• [TASK INPUT]
┄┄┄┄┄┄┄┄┄┄
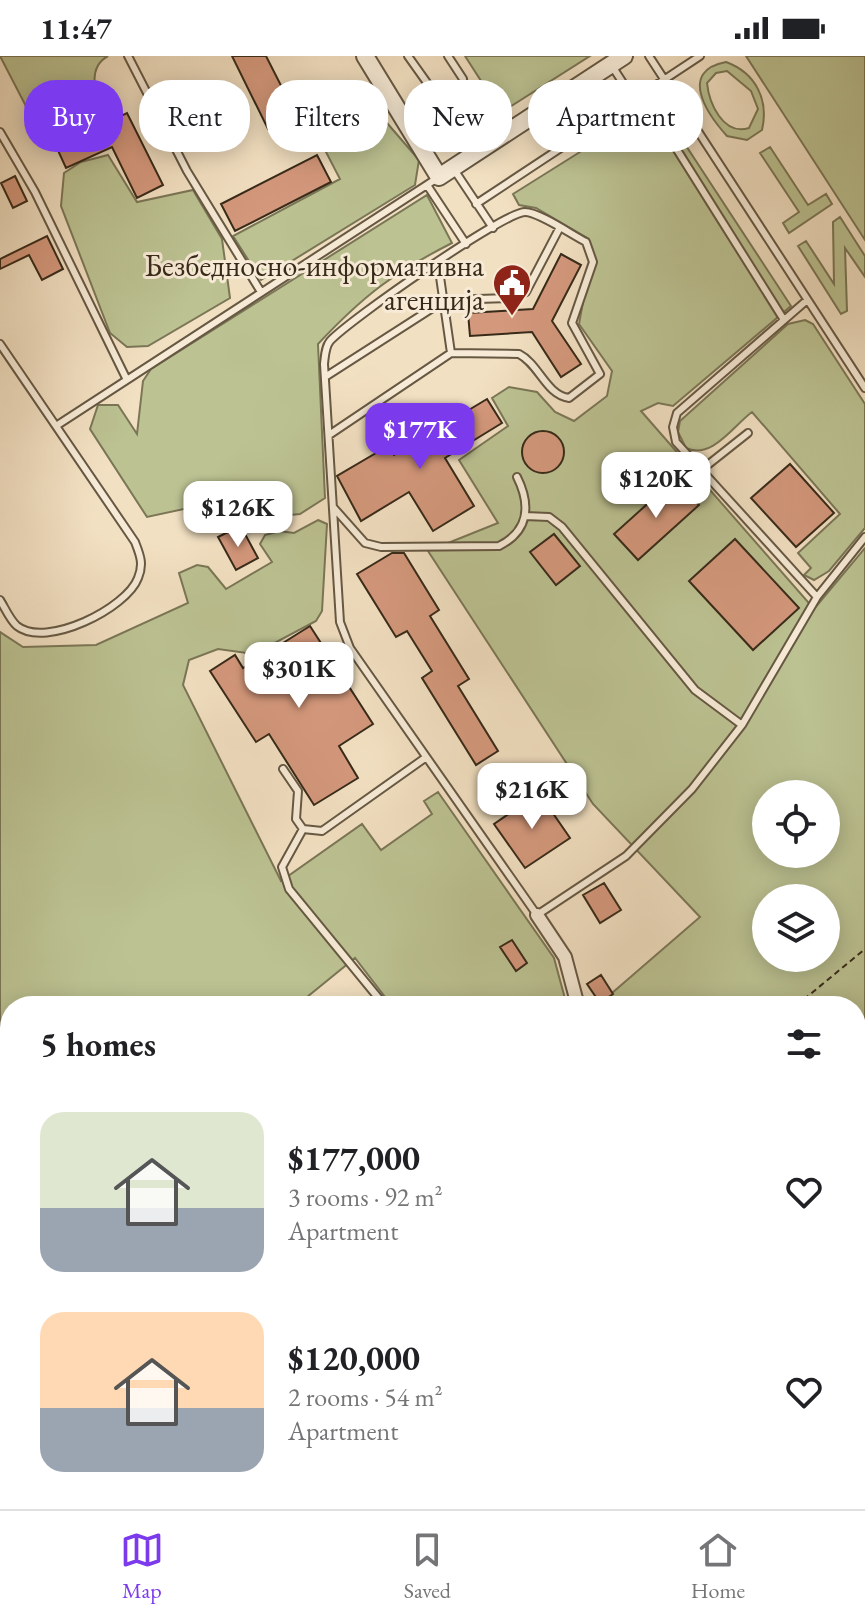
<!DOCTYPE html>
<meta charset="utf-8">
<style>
:root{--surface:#fff;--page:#f2f2f2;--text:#202124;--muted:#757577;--line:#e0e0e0;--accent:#7c3aed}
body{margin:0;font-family:"EB Garamond",serif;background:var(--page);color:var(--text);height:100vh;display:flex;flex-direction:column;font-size:30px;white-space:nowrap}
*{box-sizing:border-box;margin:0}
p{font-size:26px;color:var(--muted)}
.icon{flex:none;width:44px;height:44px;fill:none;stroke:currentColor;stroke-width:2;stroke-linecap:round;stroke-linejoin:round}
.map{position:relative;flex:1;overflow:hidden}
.details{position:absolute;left:0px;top:940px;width:866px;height:514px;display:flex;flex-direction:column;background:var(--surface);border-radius:32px 32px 0 0;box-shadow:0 4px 20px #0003}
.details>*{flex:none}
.hud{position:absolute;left:24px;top:24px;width:818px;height:72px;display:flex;gap:16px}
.controls{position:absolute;left:752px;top:724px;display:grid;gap:16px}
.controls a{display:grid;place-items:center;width:88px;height:88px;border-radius:50%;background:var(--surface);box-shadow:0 4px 20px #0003;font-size:40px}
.price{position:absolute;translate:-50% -68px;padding:0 18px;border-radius:16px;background:#fff;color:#222;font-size:26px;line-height:52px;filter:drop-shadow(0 2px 4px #0008)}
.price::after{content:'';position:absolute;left:50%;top:48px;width:24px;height:18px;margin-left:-12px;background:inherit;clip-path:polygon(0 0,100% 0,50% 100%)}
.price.on{background:var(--accent);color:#fff}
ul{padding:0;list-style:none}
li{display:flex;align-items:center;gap:24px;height:200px;padding:0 40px}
li span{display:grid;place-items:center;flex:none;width:224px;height:160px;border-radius:24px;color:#555}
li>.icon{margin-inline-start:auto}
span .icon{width:96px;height:96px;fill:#fffc;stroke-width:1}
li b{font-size:34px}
h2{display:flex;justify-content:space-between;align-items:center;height:96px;padding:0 40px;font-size:34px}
.chip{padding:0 28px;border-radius:32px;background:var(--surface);box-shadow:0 4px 20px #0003;font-size:28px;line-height:72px}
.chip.on{background:var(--accent);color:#fff}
.status{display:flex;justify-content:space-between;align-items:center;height:56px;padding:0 40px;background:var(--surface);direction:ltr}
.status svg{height:22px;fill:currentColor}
.tabs{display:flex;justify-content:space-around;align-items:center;height:112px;border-top:2px solid var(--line);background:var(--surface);font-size:22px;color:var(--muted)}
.tabs a{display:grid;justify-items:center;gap:4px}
.tabs .on{color:var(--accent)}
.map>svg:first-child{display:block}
.green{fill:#bcc292;stroke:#7a7656;stroke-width:2;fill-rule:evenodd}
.building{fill:#d4987c;stroke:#372a19;stroke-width:2}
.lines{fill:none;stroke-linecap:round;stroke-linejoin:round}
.service-casing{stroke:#665843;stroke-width:10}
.minor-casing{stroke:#665843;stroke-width:16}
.tertiary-casing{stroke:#665843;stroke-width:20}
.secondary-casing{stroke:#372a19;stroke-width:22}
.path{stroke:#372a19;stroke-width:2;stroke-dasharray:6 4;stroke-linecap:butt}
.service{stroke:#f7ebd7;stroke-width:6}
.minor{stroke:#f7ebd7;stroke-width:12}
.tertiary{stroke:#f7ebd7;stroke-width:16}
.secondary{stroke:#f7ebd7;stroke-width:18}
.labels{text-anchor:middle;stroke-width:6;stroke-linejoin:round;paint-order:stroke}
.poi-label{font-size:30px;fill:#372a19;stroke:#f7ebd7;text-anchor:end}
</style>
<div class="status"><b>11:47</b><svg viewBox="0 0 49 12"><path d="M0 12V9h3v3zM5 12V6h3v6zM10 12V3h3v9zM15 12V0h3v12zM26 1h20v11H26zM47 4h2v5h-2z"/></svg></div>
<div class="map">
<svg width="865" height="1453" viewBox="0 0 865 1453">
<rect width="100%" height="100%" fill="#f2e0c2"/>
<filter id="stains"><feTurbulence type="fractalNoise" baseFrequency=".0025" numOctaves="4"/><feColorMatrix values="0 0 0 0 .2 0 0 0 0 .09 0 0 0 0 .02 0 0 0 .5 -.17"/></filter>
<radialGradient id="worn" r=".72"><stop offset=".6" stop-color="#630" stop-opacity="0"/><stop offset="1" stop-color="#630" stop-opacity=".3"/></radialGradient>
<!-- green -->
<path class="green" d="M0 0H108C84 13 98 44 105 64L89 72 74 40 31 60Z
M465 0H590L450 89 436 79 492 42Z
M746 0H865V184Z
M726 6C756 17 769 44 762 74L747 84 727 80C707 58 678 15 726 6ZM727 15 751 35 758 53 749 72C723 80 709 47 707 27L716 17Z
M343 44 357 68 381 60 419 104 415 129 261 224 233 180 340 123 310 65 328 47Z
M658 47 791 250 673 350 658 347 641 355 814 553 865 492V1410L856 1413V950H597L700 861 593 748 428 495 498 467 459 404 508 370 492 342 509 331 537 336 555 356 574 365 607 340 612 315 579 268 589 213V183L536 152 519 149 513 138ZM766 738H826V798H766ZM766 842H826V902H766Z
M770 91 808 149 826 138 832 148 789 177 783 167 799 156 760 97Z
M108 99 137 146 193 134 222 183 230 242 148 290 127 291 110 277 61 150 64 117 81 106Z
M427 139 452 187C393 217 363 240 318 288L325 442 300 458 249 463 221 445 147 461 90 373 98 349H118L137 378 143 325 151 313Z
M840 161 865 200V221L845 192 847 255 841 258 798 190 806 185 834 228 833 166Z
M805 264 813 268 865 348V472L829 515 814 524 804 519 811 512 798 497 840 458 752 356C734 369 712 404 686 392L678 376 680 365 788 268Z
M318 464 327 468 322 555 316 565 254 598 218 593 189 604 183 629 281 825 362 768 381 794 432 758 424 745 438 736 554 902 567 950H392L355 902 296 950H10V1178L0 1173V576L23 591 96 589 188 547 179 517 197 509 208 511 226 533 272 506 260 488 265 479 279 475 294 477Z
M143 1444H265L270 1453H148Z
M578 1444H762C705 1453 635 1453 578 1444Z"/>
<!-- building -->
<path class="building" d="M232 0H266L296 59 268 73Z
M74 40 90 75 127 57 163 129 137 142 112 91 66 112 40 55Z
M317 99 331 126 235 175 221 148Z
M15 120 27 145 13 152 1 127Z
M47 180 63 213 42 224 29 199 0 213V203Z
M561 198 581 209 552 265 581 308 561 321 532 276 470 280 468 257 533 253Z
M487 343 502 367 445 402 474 450 433 475 409 436 361 465 337 420 388 390 394 399Z
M522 396a21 21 0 1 1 42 0a21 21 0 1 1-42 0Z
M790 408 834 457 796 491 751 442Z
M675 423 699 449 638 504 614 478Z
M236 472 241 481 245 478 258 502 236 514 218 481Z
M554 478 580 510 556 529 530 496Z
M735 483 799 552 753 594 689 525Z
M392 497H404L439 554 430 560 469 623 458 630 498 695 476 709 422 622 432 615 407 575 396 581 357 518Z
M310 570 373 668 339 690 358 722 314 749 269 678 256 686 210 615 235 599 243 612Z
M539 737 570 782 525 812 494 768Z
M604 827 621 854 600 867 583 839Z
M512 884 527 907 516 915 500 891Z
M601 919 613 938 600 947 587 928Z"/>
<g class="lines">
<!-- service casing -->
<g class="service-casing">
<path id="service" d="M128 0 187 115 261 236
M408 0 445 52 465 40 463 23 448 0
M649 0 865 332
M612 10 634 44
M642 38 784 264
M0 76 35 136 126 322
M453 112 493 172
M427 129 466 188
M476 148 700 0
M438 207 451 297 519 298C539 308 546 339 569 342L600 318 572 267 593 206 586 186C572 179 539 156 525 156 504 156 349 264 330 285 325 291 325 300 324 308L340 566 350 592 537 859 626 800 692 733 742 669 817 541
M806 245 677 357 673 371 676 386 817 541 865 481
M0 288 135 486C140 499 144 508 138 522 127 552 46 593 17 570 10 564 5 552 0 544
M325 321 445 244 511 242 526 236 559 173
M56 370 439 121
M329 379 451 297
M700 415 748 377
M333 451 365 487 381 491 499 490C529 475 531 449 517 421
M525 460 549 461 562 471 695 634 742 669
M283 713 298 735 296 763 303 773 322 775 425 702
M303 773 282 811 289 833 385 950
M90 1453 98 1444"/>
</g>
<!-- minor casing -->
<g class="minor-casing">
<path id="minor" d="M537 859 565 901 578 950
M0 1271 10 1281
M131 1444 137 1453
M339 1444V1453
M689 1444 690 1453"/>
</g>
<!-- tertiary casing -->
<g class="tertiary-casing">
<path id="tertiary" d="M365 0 439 121 624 0"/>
</g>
<!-- secondary casing -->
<g class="secondary-casing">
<path id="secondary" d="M0 1190 10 1195
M856 1439 865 1435
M507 1444 529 1453
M819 1453 845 1444"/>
</g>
<!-- path -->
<path class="path" d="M796 950 865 893
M856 1029 865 1031
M856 1111 865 1107
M856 1295 865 1292
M272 1444 277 1453"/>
<!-- service -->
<use href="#service" class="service"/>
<!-- minor -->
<use href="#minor" class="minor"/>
<!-- tertiary -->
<use href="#tertiary" class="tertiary"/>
<!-- secondary -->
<use href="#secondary" class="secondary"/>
</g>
<!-- icons -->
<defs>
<g id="civic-pin" transform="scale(2)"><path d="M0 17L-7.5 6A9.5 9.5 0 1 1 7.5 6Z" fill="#8f2418" stroke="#f7ebd7"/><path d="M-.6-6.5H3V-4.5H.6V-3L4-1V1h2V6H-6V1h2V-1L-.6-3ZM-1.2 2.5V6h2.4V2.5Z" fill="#fff"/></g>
</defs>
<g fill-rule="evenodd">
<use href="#civic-pin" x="512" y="227"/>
</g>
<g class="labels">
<!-- poi labels -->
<g class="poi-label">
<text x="484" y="220">Безбедносно-информативна<tspan x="484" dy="34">агенција</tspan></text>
</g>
</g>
<rect width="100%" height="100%" filter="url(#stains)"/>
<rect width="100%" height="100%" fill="url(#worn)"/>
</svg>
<div class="controls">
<a><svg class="icon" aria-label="locate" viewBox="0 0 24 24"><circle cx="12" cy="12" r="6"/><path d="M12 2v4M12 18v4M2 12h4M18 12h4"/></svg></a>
<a><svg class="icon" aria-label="layers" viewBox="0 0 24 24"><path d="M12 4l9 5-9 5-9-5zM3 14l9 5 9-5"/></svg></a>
</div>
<b class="price on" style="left:420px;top:415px">$177K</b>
<b class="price" style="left:656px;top:464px">$120K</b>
<b class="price" style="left:238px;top:493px">$126K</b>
<b class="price" style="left:299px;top:654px">$301K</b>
<b class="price" style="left:532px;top:775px">$216K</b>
<div class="hud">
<a class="chip on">Buy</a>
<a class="chip">Rent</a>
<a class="chip">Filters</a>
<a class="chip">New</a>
<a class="chip">Apartment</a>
</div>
<section class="details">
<h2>5 homes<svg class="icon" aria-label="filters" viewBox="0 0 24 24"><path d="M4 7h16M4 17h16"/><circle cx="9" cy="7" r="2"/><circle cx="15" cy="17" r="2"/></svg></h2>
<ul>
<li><span style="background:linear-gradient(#dfe7d0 60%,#9aa5b1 0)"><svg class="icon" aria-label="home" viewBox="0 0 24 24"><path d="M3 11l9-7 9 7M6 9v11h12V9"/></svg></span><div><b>$177,000</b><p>3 rooms · 92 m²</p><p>Apartment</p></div><svg class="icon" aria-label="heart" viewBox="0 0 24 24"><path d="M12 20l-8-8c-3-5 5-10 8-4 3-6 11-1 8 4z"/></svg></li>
<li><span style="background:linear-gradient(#ffd9b3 60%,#9aa5b1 0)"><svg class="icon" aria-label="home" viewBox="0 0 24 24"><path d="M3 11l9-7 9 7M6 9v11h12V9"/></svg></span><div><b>$120,000</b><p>2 rooms · 54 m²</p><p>Apartment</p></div><svg class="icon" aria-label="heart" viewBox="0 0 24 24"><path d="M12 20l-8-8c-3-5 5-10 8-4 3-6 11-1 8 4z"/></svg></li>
</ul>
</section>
</div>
<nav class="tabs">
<a class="on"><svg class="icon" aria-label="map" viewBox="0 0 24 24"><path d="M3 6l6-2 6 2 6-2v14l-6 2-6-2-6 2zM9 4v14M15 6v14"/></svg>Map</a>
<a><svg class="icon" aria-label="saved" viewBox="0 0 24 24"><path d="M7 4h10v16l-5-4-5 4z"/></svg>Saved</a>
<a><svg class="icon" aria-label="home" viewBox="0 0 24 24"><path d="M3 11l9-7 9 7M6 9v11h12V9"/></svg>Home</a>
</nav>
┄┄┄┄┄┄┄┄┄┄
• [TO DO]
The expected answer is a copy of each line above containing "linecap".

• [ANSWER FOR THE TASK]
.icon{flex:none;width:44px;height:44px;fill:none;stroke:currentColor;stroke-width:2;stroke-linecap:round;stroke-linejoin:round}
.lines{fill:none;stroke-linecap:round;stroke-linejoin:round}
.path{stroke:#372a19;stroke-width:2;stroke-dasharray:6 4;stroke-linecap:butt}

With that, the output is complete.